Setting Boundaries: How To Stop Being A Pushover
How To Stop Being Taken Advantage Of
There are few amongst us who give with pure intentions, without expecting anything in return; a gift can, and will, at any time be used against the receiver and turned into a debt. The readiness of empathetic people to give themselves to another is actually an expression of their own selfish desires; for in giving their heart’s warmth, and attending to the requests and wishes of others without limit, they are quietly expecting, in their inmost of feelings, that one day the favour will be returned; that there will be an exchange of fellow feeling, and all involved will leave satisfied. They are motivated by the foolish impression that they might be able to save themselves if they first save everyone else; their generosity is an effect of their compulsion and inner emptiness.
However, the continual effort to raise oneself to the needs of others, whilst overlooking one’s own needs, will eventually give rise to feelings of resentment, which, if ignored, will rouse into anger. It is the failure of sensitive people that they struggle to negotiate for their own good, and to set standards for the behaviour of others, because they are convinced that it is selfish and immoral to nourish themselves, to satisfy their own needs. Yet their habit of escaping from unpleasant facts is itself selfish, because they are so concerned with their perception that they are prepared to harm themselves in private for the fear of someone thinking wrongly of them. This ‘niceness’ — and one should remember that ‘nice’ once meant stupid or foolish — is a roundabout way of avoiding those disagreeable responses which follow when one is honest and true with his words.

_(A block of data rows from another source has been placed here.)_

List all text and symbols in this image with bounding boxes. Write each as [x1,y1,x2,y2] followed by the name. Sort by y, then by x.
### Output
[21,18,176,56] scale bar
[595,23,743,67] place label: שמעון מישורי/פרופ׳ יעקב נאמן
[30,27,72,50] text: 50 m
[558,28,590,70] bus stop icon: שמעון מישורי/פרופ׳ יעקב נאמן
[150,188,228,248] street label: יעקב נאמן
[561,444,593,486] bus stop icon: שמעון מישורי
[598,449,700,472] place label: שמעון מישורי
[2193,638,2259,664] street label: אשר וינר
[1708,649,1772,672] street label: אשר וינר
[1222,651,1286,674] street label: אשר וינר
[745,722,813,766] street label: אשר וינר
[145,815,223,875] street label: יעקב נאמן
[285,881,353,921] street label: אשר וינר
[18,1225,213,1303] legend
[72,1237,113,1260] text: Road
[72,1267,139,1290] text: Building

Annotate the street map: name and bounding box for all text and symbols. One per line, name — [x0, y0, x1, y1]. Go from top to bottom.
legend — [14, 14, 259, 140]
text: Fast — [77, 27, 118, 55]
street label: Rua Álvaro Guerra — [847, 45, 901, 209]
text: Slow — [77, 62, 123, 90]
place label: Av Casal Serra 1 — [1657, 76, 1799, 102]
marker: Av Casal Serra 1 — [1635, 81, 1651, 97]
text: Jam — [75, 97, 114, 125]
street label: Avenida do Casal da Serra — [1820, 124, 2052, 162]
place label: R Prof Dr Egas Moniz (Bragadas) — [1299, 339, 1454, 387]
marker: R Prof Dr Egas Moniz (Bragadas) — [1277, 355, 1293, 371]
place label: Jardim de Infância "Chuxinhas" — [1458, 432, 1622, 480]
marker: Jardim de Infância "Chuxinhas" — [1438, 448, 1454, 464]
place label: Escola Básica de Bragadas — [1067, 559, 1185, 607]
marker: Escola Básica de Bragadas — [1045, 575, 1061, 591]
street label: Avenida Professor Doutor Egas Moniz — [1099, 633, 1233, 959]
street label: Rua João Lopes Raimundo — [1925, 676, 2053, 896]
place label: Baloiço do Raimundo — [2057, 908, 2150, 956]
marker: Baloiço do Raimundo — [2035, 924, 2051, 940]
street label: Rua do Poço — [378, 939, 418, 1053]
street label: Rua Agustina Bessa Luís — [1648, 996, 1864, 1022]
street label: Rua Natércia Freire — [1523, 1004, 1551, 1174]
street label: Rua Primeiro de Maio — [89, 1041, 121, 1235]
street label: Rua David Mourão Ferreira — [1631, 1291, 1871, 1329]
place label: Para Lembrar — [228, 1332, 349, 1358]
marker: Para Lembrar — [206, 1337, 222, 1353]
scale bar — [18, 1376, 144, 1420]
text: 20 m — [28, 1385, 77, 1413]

It is easier to accept and nod in agreement, knowing that you have at least not made a show of yourself. Of course, one could have refused if one had chosen; and equally of course, refusal would have meant conflict. However, for the agreeable man, even the thought of conflict makes him flinch; the jeers, the constant pestering, and in excited moments, threats of violence, which are almost never carried out. How easy it is to just approve and accede to someone else, and then bear one’s resentment alone. But if this man is introspective in nature, and honest, then he will, at the very least, not lay the blame for his feebleness and resentment with other people; for after all it was he who, against his conscience, tolerated injustice and invited the intrusion of others. If this is any consolation, it is far better to be aware of one’s own wrongdoing than unaware.
Resentment is a confession of something which we are refusing to acknowledge within ourselves. Any kind of bitterness is symbolic of that which we ought to have done, and that which we are capable of doing. If we have been made to feel disrespected then we are humbled, and asked to become introverted, to observe our posture and mood, and then question as to why we might have attracted our dishonour. So often do we discover that it was our naivety, lack of conviction, blind faith, and credulity, which was grasped upon by those opportunists and rogues, and which subdued us into mere subordinates; if this is the case, we have ourselves the task of hardening our personality, of practising assertiveness in our thought and actions.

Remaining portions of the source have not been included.